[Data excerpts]
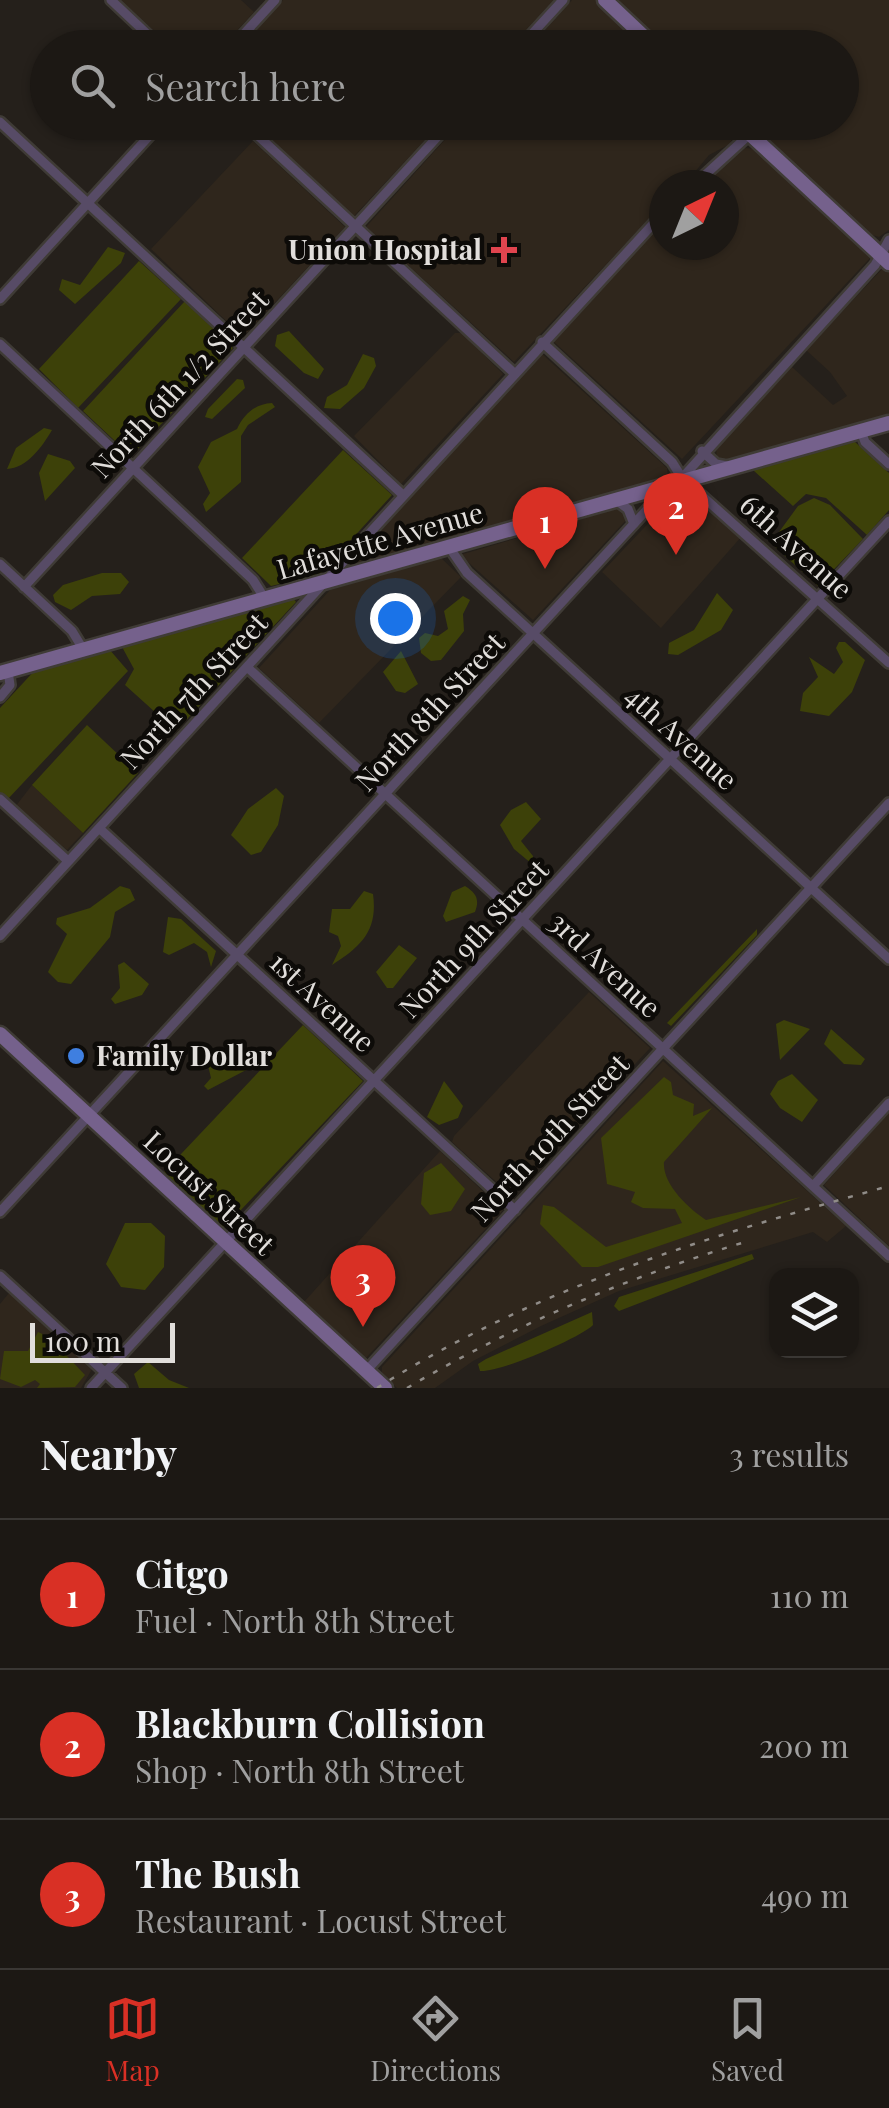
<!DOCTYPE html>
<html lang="en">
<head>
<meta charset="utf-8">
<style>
	body { margin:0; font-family:"Playfair Display",serif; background:#25211d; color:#f1f3f6 }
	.controls { position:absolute; right:30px; bottom:30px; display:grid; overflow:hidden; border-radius:20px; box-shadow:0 2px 8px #0004 }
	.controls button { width:90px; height:90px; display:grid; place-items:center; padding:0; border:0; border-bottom:2px solid #3a3734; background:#1c1814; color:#f1f3f6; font:50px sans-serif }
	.compass { position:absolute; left:649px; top:170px; width:90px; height:90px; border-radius:50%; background:#1c1814; box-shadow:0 2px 8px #0004; rotate:43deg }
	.scale { position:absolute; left:30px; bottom:25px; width:145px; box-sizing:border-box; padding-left:10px; border:5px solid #e1dedb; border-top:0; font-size:28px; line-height:35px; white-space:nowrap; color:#e1dedb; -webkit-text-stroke:8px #0d0b08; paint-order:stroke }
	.you { position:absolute; left:395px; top:618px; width:35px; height:35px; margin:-25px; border:8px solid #fff; border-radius:50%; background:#1a73e8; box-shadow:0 0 0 15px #1a73e833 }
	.badge { display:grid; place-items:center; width:65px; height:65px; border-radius:50%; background:#d93025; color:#fff; font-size:32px; font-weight:700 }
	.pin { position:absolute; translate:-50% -82px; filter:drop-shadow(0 2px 5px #0008) }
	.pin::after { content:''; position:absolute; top:52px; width:35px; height:30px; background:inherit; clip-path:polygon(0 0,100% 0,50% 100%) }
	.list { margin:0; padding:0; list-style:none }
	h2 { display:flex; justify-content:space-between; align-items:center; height:130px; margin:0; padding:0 40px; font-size:42px }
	h2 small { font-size:32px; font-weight:400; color:#a0a0a0 }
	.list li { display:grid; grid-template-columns:65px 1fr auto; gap:30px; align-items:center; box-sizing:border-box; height:150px; padding:0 40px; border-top:2px solid #3a3734 }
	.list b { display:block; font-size:38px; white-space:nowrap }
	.list p { margin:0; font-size:32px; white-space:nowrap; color:#a0a0a0 }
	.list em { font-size:32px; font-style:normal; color:#a0a0a0 }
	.icon { flex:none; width:55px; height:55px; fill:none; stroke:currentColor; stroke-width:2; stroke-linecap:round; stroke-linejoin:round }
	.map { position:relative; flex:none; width:889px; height:1388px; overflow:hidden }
	.search { position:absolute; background:#1c1814; box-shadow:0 2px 8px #0004; left:30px; right:30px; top:30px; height:110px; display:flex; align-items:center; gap:25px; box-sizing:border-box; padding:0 35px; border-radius:55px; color:#a0a0a0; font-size:38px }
	.sheet { height:580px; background:#1c1814 }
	nav { display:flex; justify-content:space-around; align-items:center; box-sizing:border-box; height:140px; border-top:2px solid #3a3734; background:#1c1814; font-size:28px; color:#a0a0a0 }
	nav a { display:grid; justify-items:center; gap:5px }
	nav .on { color:#d93025 }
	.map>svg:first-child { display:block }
	.built { fill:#2f261c }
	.green { fill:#3d4109 }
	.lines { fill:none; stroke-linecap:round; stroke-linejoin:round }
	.street-casing { stroke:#3f3b36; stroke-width:14 }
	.secondary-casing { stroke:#3f3b36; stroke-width:19 }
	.street { stroke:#574b66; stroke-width:9 }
	.secondary { stroke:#75618c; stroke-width:14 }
	.rail { stroke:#908c88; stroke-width:2.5; stroke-dasharray:5 10; stroke-linecap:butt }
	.health-dot { fill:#e0444e; stroke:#0d0b08; stroke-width:4 }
	.shop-dot { fill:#3f7fe0; stroke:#0d0b08; stroke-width:4 }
	.labels { text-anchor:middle; stroke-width:9; stroke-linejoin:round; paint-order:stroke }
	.poi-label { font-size:28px; font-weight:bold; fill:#e1dedb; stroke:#0d0b08; text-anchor:end }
	.street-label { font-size:28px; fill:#e1dedb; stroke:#0d0b08 }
</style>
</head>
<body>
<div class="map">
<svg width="889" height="1388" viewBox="0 0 889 1388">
	<rect width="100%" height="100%" fill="#25201b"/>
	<!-- built -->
	<path class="built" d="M120 0H241L254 12 222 47H172Z
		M283 0H554L510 47 240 48Z
		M572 0H596L647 47 529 48Z
		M615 0H889V230L879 237 869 234 748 123 842 122V48L667 47Z
		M728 122 734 133 730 144 709 155 684 185H664V203L514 362 366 227 460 123Z
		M253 123H441L354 216Z
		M253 141 345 227 243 337 151 249Z
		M745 148 757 149 870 258 682 459 553 341 664 220V245H724V185H704Z
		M884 267 889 272V415L724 461 717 459 716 446 791 366 833 405 847 396 830 372 806 350Z
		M455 333H462L503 374 401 484 354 436Z
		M541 353 667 468 668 477 347 568Z
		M681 489 691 490 742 536 661 628 602 572Z
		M619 508 628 518 533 620 460 555Z
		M441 558 461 577 319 723 259 668 330 590Z
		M32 785 83 833 67 850 15 807Z
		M589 992 650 1048 512 1196 452 1142 454 1136Z
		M663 1061 846 1226 827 1242 813 1232 619 1291 541 1326 473 1361 435 1388H397L382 1374V1367Z
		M889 1112V1246L824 1185Z
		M440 1151 503 1210 366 1358 304 1302Z
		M9 1293 92 1369 81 1388H0V1304Z"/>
	<!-- green -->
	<path class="green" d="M108 247 125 253 121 263 75 304 59 290 62 279 80 285Z
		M139 261 181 299 78 408 39 369Z
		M185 301 233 348 131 456 83 411Z
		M289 331 324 369 318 379 304 373 275 346 277 335Z
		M363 354 374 358 376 366 364 388 340 409 324 408 327 397 347 385Z
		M237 379 243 380 245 388 212 419 205 417 208 409Z
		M272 403 275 407 248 425 241 436V482L206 512 203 504 210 493 198 467 211 442 237 429C244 414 255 404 272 403Z
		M44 428 52 430C42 447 27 468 7 469L16 448Z
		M854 441 889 473V510L867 535 826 498 806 494 793 506 753 470Z
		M343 450 392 495 319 575 271 586 242 558Z
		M48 454 70 461 75 468 45 501 39 473Z
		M814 498 830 505 863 539 818 586 771 543 798 506Z
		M102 573H121L129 582 120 594 92 596 71 610 55 602 53 595 63 585Z
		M717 593 733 610 721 630 678 655 668 654 669 643 694 630Z
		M463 596 470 600 463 614 464 631 441 660 431 661 421 653 419 638 425 633 438 636 448 629 444 611Z
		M293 598 296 602 176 731 125 685 134 669 121 645Z
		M839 642H845L865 660 852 692 829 716 800 711 803 693 818 677 809 657 834 674 843 662 836 648Z
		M109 649 128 671 7 800 0 793V708L36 669Z
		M401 651 418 684 405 693 396 691 383 672Z
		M87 725 138 773 83 833 32 785Z
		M276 788 284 796 278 825 261 852 251 855 231 835 248 809Z
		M526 802 541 819 521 841 533 856 532 864 514 849 500 825 511 810Z
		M120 886 130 889 135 900 115 912 110 937 71 984 58 982 48 972 67 934 56 924 57 918 90 908Z
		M465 886C476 893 480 899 475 912L446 922 443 916 452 892Z
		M364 891 373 894C378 930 362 946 332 965L341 946 338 936 329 932 332 909H350Z
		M168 917 181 919 216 951 211 967 207 952 194 943 169 955 163 952Z
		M757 929V935L671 1026 667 1023Z
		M399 945 417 958 393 988H387L376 972Z
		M124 962 149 984 142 995 115 1004 111 999 120 988 118 965Z
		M784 1020 810 1029 780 1060 776 1024Z
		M303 1025 363 1081 223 1229 164 1172Z
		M831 1029 865 1059 861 1065 844 1064 824 1044Z
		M218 1053 248 1069 208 1090 204 1086 211 1078 207 1061Z
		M792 1074 818 1100 802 1122 780 1108 770 1094 778 1081Z
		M664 1077 671 1082 673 1095 694 1104 693 1116 712 1108 664 1162C662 1184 689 1209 706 1220L801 1197 598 1267H582L540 1224 543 1205 554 1207 606 1247 682 1223 675 1209 643 1208 631 1202 635 1192 607 1184 601 1138Z
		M444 1081 463 1106 458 1118 439 1125 427 1117Z
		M441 1163 465 1189 451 1211 430 1215 421 1204 424 1173Z
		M125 1223H151L165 1236 164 1267 145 1290 121 1287 106 1264Z
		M752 1254 754 1259 619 1311 614 1306 619 1297Z
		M592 1312 593 1325C580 1338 499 1373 480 1371L478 1364 486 1359Z
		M38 1332 49 1337 85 1375 75 1387 37 1388 40 1384 35 1380 21 1387 0 1379 4 1351H28Z
		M148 1362 169 1380 189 1388H139L134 1374Z"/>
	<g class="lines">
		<defs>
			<path id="street" d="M111 0 162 48
				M231 48 275 0
				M519 48 563 0
				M0 122 403 495
				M243 122 514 373
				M694 185 750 134
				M0 299 162 122
				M542 342 672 462 682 478 889 663
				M0 344 253 580 265 599
				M861 431 865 442 889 464
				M702 451 716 464 727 466
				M616 500 628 509 634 524
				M449 547 467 573 889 959
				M0 564 72 631 83 649
				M24 587 451 122
				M247 667 889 1256
				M0 697 10 685 8 671
				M0 799 68 861
				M99 828 515 1210
				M0 936 664 212
				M813 1186 889 1103
				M0 1212 654 502 682 478 875 265 889 240
				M0 1276 122 1388
				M366 1371 889 803
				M91 1388 889 521"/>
			<path id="secondary" d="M605 0 656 48
				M737 122 889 263
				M0 673 889 423
				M0 1034 385 1388"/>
		</defs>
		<!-- street casing -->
		<use href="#street" class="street-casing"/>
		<!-- secondary casing -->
		<use href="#secondary" class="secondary-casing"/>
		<!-- street -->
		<use href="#street" class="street"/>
		<!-- secondary -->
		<use href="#secondary" class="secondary"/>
		<!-- rail -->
		<path class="rail" d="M377 1388C536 1287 710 1236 889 1186
			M407 1388C514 1325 626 1278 745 1242"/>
	</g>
	<!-- markers -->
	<path class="health-dot" d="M499 235h10v10h10v10h-10v10h-10v-10h-10v-10h10z"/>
	<circle class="shop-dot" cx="76" cy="1056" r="10"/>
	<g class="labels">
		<!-- poi labels -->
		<g class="poi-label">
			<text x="482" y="260">Union Hospital</text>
			<text x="96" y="1066" text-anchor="start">Family Dollar</text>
		</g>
		<!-- street labels -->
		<g class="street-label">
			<text transform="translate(180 384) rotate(-47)" y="10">North 6th 1/2 Street</text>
			<text transform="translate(380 541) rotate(-16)" y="10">Lafayette Avenue</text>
			<text transform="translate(796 547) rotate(42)" y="10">6th Avenue</text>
			<text transform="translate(194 691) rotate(-47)" y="10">North 7th Street</text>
			<text transform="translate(430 712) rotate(-47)" y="10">North 8th Street</text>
			<text transform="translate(681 738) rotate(42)" y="10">4th Avenue</text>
			<text transform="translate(474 939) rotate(-47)" y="10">North 9th Street</text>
			<text transform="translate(605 965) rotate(43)" y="10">3rd Avenue</text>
			<text transform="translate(322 1002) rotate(43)" y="10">1st Avenue</text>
			<text transform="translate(550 1138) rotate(-47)" y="10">North 10th Street</text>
			<text transform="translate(209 1193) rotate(43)" y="10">Locust Street</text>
		</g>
	</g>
</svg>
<div class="controls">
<button><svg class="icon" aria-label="layers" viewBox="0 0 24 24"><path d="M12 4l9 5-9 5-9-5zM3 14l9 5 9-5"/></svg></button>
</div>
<svg class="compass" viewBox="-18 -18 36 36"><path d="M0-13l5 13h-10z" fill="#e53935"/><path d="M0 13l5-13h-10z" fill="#a0a0a0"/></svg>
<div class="scale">100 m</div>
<div class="you"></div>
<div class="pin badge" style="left:545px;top:569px">1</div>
<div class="pin badge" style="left:676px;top:555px">2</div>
<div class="pin badge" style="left:363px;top:1327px">3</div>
<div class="search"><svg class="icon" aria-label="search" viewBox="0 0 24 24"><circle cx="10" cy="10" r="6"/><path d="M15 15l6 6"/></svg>Search here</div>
</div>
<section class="sheet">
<h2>Nearby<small>3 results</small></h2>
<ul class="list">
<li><span class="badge">1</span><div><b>Citgo</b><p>Fuel · North 8th Street</p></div><em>110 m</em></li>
<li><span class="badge">2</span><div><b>Blackburn Collision</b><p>Shop · North 8th Street</p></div><em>200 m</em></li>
<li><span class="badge">3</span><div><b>The Bush</b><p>Restaurant · Locust Street</p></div><em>490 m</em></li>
</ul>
</section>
<nav>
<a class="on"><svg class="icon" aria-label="map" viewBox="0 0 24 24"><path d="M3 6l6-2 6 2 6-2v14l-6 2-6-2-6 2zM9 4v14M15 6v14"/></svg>Map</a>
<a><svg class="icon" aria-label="directions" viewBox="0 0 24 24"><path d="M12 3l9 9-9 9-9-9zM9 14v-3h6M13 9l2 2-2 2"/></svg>Directions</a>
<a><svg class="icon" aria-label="saved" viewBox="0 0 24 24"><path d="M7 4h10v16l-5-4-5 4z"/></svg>Saved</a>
</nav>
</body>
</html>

* _What the task asks_:
What is the number of lines above that contain "scale"? Reply with that number only.

* _Task output_:
2